11/11/04,  3/11/06

 Remembering Ed Mysak

by Geoffrey Mangers

I actually know very little about Ed Mysak's professional background.  But will tell you of what I experienced of him personally. 

Dr. Edward Mysak (now deceased) was Chairman of the Speech Pathology and Audiology Dept. at Teacher's College, Columbia University.  I understand his specialties were stuttering and cerebral palsy.

I originally started the "N.Y. Assoc. of Stutterers" with meetings at my apartment in Brooklyn Heights (after I moved there from St. Louis around '75).  Starting with ads in the Village Voice in their bulletin board on the back page.  My stepfather knew Mysak and suggested I meet him (originally looking for a job actually, thinking my BSEE might be useful somehow in their Speech Science dept.).  I wound up elsewhere, but later found myself renewing my contact with him.  After which he invited our group to meet in the evenings in his own personal conference room atop Thorndike Hall.
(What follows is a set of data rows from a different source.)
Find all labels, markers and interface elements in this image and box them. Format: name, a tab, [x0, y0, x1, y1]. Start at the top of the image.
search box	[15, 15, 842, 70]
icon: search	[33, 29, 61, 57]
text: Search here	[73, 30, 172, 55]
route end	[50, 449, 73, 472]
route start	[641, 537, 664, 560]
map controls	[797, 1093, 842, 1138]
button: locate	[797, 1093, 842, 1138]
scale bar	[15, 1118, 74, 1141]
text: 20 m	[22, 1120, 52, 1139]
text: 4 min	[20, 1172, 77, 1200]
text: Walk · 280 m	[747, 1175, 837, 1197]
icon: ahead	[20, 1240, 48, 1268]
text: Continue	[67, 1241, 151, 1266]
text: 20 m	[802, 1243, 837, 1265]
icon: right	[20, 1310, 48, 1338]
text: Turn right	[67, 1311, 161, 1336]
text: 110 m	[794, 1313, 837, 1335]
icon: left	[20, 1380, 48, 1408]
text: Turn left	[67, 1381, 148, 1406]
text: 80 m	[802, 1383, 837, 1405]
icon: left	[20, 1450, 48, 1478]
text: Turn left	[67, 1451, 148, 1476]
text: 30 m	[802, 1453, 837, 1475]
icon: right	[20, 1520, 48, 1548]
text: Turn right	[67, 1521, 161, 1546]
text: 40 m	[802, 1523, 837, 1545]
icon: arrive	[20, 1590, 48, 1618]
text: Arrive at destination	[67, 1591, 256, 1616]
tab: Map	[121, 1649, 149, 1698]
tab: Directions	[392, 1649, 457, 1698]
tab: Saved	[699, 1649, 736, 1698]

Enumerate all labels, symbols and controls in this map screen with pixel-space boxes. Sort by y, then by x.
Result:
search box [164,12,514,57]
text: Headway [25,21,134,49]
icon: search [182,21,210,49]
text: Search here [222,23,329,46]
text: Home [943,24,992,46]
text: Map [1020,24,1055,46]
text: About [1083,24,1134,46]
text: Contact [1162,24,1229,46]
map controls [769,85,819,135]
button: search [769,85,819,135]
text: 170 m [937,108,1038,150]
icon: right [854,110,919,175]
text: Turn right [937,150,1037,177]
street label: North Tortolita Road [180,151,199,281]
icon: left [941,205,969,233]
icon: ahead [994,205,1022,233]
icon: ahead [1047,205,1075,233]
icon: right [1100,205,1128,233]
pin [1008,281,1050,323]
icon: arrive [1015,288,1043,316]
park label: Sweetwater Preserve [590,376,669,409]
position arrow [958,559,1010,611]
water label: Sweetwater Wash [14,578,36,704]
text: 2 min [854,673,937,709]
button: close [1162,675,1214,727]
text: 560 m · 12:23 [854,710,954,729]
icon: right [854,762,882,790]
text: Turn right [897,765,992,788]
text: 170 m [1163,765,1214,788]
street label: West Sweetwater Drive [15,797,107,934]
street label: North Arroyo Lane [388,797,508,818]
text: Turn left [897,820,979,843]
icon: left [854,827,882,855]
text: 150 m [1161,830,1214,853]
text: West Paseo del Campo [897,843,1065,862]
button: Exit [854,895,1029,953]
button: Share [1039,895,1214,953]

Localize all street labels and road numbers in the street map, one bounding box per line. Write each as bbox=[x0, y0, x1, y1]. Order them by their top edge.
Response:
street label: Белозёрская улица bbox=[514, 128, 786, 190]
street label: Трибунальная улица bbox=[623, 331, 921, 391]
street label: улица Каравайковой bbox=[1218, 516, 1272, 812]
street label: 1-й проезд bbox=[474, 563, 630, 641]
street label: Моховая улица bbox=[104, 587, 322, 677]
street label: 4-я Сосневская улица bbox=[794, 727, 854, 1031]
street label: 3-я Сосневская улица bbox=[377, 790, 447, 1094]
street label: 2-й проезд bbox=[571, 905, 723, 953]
I remember when I first met Jules North (an executive at ABC) at our meetings.  I liked Jules (a wise and savvy skeptic) who impressed me by checking around about Mysak.  After which he told me with incredulity (he might as well have just said "whew" rolling up his eyes and "giving up") that all he discovered for all his efforts was that Mysak turns out to be some sort of saint in the field.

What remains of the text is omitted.